Search the listing below for lines that hold the word "compass", and report only how many there are.

-*-

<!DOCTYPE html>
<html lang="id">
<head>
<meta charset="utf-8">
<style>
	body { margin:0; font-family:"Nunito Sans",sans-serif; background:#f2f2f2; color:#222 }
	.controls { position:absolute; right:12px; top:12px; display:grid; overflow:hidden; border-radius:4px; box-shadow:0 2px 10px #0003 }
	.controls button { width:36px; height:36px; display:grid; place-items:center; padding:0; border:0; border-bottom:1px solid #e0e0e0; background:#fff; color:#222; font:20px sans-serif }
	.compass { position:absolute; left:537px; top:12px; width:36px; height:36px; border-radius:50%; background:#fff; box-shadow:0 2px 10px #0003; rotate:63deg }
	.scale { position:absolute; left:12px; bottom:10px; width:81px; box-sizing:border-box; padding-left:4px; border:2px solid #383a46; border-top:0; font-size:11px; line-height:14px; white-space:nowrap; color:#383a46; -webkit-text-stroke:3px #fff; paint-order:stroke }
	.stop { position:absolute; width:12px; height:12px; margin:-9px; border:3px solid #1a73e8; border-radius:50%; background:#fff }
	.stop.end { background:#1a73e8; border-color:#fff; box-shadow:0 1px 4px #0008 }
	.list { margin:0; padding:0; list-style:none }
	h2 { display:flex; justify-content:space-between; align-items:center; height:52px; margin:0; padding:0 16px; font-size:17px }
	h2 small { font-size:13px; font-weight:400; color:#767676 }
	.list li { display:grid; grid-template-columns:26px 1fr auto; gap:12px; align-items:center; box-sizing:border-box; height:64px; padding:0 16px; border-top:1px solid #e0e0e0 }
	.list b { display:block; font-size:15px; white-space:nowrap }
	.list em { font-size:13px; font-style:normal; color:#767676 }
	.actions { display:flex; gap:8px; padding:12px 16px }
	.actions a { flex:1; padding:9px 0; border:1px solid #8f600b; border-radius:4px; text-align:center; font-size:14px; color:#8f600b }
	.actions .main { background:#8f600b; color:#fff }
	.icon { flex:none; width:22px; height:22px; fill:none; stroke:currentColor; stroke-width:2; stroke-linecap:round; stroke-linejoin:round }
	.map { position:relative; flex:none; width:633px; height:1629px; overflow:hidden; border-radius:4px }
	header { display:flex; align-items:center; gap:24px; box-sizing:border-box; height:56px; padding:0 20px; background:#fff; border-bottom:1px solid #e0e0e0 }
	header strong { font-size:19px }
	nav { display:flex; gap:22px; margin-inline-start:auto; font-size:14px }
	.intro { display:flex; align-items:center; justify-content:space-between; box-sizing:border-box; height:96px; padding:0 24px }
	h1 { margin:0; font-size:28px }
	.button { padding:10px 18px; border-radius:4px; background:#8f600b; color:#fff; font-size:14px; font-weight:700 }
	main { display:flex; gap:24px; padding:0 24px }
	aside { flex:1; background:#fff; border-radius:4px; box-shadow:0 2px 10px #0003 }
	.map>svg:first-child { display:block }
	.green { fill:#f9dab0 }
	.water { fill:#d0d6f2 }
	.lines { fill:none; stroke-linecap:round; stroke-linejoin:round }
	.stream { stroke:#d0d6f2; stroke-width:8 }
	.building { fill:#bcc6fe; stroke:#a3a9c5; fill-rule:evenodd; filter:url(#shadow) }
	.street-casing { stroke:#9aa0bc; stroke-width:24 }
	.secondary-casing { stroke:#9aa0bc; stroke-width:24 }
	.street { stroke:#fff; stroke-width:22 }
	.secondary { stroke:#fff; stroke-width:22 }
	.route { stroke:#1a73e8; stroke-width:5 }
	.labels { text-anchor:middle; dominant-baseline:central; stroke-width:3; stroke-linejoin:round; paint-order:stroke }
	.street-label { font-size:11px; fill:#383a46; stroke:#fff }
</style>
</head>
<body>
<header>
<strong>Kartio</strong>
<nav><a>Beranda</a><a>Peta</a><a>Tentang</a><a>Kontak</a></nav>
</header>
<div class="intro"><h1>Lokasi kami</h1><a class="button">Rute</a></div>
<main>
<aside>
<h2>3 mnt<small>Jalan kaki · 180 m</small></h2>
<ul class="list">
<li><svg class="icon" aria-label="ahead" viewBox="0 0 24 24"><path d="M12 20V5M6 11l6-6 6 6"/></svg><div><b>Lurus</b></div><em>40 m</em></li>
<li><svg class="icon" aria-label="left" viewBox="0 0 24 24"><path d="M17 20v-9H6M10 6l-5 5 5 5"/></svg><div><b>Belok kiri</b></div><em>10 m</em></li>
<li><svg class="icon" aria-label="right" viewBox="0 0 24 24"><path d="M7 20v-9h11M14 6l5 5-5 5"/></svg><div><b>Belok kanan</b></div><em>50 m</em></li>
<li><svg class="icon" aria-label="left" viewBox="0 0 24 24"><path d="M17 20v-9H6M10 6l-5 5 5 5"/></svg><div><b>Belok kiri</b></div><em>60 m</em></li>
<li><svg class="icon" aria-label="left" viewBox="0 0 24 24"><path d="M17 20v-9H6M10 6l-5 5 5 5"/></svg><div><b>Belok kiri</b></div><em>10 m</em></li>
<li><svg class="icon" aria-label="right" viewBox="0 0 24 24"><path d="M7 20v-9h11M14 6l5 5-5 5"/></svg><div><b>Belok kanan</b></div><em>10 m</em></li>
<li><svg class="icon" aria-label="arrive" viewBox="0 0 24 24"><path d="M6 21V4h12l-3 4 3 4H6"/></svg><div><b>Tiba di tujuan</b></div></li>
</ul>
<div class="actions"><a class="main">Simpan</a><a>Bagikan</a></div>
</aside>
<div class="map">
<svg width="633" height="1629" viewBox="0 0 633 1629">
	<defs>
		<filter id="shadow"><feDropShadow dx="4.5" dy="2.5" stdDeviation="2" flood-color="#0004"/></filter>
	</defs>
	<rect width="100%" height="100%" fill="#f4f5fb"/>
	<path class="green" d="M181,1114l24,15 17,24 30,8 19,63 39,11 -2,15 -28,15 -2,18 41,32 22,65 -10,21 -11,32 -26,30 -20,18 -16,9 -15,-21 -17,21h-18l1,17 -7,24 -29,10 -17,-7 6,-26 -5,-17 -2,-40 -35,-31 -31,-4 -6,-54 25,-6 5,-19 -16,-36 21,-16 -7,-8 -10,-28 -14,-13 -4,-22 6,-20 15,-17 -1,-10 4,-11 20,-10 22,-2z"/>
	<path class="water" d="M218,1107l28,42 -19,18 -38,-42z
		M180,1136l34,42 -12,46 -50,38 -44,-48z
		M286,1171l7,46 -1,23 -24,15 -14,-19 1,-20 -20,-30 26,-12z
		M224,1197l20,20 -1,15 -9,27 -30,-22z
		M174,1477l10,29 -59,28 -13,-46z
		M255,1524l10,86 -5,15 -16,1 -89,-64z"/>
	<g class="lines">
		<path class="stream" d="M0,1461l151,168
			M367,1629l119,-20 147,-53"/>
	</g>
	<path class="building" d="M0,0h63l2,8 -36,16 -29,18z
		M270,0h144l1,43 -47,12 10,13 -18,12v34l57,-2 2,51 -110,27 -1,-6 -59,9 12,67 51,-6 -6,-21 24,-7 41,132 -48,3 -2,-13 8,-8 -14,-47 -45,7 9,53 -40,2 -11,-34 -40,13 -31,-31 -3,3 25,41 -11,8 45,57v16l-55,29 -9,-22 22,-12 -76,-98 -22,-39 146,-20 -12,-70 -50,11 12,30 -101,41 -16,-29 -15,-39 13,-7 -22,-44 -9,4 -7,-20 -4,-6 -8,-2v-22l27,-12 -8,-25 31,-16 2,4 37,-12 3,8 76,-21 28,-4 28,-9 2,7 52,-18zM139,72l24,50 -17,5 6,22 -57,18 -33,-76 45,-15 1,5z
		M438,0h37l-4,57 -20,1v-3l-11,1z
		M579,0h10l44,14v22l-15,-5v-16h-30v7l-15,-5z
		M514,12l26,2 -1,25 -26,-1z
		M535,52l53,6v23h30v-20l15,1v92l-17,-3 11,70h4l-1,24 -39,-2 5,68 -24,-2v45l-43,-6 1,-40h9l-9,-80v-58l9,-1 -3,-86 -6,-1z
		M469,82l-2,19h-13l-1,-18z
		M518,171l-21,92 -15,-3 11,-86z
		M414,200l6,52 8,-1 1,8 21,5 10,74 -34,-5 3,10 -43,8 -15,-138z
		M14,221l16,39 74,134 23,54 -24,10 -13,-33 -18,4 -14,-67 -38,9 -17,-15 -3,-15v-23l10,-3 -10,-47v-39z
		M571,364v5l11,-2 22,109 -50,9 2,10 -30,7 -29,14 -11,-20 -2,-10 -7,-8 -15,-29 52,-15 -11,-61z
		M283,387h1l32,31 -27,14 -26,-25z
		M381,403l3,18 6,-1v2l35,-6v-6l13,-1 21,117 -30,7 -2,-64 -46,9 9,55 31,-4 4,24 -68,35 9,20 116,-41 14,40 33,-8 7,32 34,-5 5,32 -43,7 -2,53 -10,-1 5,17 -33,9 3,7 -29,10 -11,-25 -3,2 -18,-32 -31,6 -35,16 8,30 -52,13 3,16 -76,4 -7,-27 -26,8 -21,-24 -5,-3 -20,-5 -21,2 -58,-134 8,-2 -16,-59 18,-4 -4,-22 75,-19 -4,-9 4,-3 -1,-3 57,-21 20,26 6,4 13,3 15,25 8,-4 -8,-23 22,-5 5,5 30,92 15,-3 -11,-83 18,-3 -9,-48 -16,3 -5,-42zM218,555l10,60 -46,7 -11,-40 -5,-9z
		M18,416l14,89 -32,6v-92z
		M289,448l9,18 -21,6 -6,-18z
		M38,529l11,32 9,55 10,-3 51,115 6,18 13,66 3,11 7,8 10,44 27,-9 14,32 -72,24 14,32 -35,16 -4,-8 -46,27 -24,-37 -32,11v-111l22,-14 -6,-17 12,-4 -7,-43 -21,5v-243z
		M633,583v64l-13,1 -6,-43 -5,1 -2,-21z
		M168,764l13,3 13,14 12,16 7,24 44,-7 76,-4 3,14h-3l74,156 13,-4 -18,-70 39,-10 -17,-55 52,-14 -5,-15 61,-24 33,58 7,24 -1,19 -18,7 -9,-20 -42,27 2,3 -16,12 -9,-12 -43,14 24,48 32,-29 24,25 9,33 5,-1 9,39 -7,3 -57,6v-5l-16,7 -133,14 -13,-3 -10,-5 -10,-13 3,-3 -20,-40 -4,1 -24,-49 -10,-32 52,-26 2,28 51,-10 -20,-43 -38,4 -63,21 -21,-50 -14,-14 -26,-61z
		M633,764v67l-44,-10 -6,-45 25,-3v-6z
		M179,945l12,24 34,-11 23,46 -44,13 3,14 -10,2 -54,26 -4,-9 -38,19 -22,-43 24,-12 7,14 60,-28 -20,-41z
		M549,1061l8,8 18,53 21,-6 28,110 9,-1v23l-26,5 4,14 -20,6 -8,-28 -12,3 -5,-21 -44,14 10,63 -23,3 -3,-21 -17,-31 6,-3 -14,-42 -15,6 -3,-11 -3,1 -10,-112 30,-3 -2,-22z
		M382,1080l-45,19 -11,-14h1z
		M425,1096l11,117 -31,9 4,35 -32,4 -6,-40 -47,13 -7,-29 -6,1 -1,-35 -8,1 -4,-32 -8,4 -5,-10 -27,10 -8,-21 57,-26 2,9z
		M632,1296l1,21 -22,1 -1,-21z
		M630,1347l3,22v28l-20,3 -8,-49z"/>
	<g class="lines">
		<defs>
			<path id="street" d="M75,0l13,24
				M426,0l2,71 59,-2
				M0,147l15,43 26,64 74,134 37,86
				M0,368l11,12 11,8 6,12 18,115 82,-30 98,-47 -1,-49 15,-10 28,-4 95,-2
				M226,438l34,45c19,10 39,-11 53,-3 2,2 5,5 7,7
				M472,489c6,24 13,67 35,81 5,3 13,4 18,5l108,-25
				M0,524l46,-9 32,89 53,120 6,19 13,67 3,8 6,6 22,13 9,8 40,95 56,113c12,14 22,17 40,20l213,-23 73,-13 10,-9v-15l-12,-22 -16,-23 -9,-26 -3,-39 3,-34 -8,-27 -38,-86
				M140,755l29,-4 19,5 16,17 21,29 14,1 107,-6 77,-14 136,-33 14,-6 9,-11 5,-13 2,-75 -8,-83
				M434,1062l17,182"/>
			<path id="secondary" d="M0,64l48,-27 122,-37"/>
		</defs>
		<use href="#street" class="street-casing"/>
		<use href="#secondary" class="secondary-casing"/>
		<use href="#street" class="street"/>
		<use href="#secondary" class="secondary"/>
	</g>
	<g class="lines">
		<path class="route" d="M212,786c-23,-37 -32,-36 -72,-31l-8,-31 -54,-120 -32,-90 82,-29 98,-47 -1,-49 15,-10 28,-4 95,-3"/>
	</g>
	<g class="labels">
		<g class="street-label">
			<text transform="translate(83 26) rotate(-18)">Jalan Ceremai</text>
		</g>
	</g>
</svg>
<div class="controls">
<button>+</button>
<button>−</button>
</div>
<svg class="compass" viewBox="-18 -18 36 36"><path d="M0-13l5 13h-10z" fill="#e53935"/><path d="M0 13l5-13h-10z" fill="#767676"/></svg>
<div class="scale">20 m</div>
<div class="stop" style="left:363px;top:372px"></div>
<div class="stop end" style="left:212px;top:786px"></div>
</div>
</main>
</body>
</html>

-*-

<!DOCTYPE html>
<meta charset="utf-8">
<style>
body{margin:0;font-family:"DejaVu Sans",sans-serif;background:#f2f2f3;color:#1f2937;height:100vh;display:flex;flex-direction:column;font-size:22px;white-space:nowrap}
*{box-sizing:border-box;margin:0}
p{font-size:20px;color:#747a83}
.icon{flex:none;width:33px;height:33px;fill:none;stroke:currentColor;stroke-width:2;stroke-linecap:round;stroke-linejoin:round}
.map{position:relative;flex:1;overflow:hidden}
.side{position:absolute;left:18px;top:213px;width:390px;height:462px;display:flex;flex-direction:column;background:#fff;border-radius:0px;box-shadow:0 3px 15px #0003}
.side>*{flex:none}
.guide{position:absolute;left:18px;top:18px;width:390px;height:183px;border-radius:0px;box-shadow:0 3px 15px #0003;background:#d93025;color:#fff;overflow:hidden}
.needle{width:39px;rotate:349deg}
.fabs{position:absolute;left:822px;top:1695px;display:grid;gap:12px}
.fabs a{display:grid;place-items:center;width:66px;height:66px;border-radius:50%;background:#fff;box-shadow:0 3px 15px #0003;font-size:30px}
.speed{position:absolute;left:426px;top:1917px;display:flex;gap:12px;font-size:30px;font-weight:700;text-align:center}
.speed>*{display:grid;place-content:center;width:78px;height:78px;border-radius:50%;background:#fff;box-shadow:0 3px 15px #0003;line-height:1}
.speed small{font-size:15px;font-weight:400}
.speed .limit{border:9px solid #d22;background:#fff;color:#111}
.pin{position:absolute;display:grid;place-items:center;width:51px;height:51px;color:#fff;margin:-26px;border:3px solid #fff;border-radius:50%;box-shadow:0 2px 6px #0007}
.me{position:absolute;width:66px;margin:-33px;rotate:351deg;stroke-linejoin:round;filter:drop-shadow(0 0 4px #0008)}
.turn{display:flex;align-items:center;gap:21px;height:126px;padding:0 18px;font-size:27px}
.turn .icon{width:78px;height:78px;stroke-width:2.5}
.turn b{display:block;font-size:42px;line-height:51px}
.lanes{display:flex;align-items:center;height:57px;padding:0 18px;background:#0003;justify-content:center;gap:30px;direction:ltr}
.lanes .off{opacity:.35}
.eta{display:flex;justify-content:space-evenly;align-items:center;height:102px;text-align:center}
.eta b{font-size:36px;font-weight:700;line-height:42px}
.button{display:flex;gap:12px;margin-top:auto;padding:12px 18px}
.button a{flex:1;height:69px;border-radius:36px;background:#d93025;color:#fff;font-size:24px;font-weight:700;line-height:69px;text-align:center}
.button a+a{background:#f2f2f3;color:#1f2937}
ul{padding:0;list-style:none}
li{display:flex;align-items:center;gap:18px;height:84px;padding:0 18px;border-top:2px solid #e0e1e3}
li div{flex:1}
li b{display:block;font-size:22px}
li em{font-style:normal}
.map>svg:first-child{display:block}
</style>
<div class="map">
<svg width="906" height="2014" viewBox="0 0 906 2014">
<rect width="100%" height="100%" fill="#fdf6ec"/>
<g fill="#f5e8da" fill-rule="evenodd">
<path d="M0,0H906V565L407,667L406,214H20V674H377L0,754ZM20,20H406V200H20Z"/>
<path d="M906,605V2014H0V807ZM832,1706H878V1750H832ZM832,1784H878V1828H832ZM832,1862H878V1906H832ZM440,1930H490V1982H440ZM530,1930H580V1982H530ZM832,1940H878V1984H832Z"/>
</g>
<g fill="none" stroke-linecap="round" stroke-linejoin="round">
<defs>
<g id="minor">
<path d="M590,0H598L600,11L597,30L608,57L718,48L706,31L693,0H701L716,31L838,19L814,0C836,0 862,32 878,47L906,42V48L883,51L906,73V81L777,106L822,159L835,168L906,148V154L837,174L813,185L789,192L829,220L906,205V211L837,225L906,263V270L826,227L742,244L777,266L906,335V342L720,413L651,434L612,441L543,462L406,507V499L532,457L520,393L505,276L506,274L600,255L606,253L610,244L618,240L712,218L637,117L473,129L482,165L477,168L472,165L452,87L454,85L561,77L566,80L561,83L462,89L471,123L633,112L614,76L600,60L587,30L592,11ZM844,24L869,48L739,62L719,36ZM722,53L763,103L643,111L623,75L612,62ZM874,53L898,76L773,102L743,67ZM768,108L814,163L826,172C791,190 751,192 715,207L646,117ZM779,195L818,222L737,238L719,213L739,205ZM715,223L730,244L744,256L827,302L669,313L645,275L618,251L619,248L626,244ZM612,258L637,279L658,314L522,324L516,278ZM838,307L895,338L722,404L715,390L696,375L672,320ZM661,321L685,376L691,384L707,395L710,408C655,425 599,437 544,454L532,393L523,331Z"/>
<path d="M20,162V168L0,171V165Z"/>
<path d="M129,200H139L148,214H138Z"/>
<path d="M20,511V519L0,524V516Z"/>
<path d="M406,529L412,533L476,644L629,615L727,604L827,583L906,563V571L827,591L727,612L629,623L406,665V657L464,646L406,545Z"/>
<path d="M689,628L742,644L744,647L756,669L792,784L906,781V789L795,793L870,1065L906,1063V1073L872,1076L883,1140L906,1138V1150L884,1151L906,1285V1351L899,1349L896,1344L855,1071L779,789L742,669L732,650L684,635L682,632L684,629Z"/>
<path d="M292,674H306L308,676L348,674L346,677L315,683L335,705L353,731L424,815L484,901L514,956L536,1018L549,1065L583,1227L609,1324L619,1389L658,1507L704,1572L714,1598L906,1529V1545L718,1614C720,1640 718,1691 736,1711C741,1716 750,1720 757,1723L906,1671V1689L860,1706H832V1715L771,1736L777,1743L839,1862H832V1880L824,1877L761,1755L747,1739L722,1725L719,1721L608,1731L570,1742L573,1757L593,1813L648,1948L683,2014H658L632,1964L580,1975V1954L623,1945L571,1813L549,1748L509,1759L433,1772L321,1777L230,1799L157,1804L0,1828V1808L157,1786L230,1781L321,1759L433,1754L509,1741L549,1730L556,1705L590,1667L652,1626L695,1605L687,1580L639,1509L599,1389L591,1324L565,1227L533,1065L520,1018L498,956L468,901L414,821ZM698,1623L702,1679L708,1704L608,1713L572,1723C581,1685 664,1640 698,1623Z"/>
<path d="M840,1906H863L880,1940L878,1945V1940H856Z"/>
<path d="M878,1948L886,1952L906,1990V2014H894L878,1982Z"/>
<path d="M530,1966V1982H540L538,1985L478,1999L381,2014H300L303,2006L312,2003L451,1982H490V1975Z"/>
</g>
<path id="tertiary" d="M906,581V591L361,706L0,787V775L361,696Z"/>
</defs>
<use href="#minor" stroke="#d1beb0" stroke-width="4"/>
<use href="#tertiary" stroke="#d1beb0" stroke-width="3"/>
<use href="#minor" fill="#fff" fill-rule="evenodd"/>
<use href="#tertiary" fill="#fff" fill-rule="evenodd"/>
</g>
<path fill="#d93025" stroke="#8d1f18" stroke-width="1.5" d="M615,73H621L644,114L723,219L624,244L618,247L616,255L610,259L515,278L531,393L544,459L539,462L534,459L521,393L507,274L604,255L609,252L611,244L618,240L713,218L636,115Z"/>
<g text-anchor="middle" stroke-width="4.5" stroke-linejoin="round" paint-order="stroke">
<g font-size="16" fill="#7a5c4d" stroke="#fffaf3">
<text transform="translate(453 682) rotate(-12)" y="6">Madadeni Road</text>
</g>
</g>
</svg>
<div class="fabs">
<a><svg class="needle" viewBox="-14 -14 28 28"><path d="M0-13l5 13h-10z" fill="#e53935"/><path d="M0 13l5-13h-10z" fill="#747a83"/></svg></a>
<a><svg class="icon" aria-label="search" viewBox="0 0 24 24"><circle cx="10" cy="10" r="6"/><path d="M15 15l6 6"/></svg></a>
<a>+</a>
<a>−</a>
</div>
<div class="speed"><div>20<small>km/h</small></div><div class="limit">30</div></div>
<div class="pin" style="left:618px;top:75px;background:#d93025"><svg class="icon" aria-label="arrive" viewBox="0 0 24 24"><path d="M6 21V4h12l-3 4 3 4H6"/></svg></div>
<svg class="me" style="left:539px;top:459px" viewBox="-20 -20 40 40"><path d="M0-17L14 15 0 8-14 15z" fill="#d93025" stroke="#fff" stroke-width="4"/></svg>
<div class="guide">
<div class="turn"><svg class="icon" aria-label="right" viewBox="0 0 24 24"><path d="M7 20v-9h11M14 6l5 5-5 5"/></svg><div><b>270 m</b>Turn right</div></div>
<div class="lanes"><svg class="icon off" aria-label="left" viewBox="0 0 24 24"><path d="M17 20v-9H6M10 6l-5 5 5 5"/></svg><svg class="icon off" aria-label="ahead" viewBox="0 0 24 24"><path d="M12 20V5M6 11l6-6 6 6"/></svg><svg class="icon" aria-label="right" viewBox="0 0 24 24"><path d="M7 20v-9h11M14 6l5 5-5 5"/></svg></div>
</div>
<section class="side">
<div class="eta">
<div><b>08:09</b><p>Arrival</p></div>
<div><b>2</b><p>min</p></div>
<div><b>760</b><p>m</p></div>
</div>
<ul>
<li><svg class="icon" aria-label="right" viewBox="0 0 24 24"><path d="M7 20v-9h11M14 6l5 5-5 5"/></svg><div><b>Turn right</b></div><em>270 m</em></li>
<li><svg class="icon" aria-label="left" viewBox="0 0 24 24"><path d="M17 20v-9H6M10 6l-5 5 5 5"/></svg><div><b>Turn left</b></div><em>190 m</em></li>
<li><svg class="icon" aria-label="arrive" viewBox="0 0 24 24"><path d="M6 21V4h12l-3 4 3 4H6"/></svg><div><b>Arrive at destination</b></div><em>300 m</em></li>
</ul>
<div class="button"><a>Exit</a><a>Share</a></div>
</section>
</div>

-*-

■ Response below
2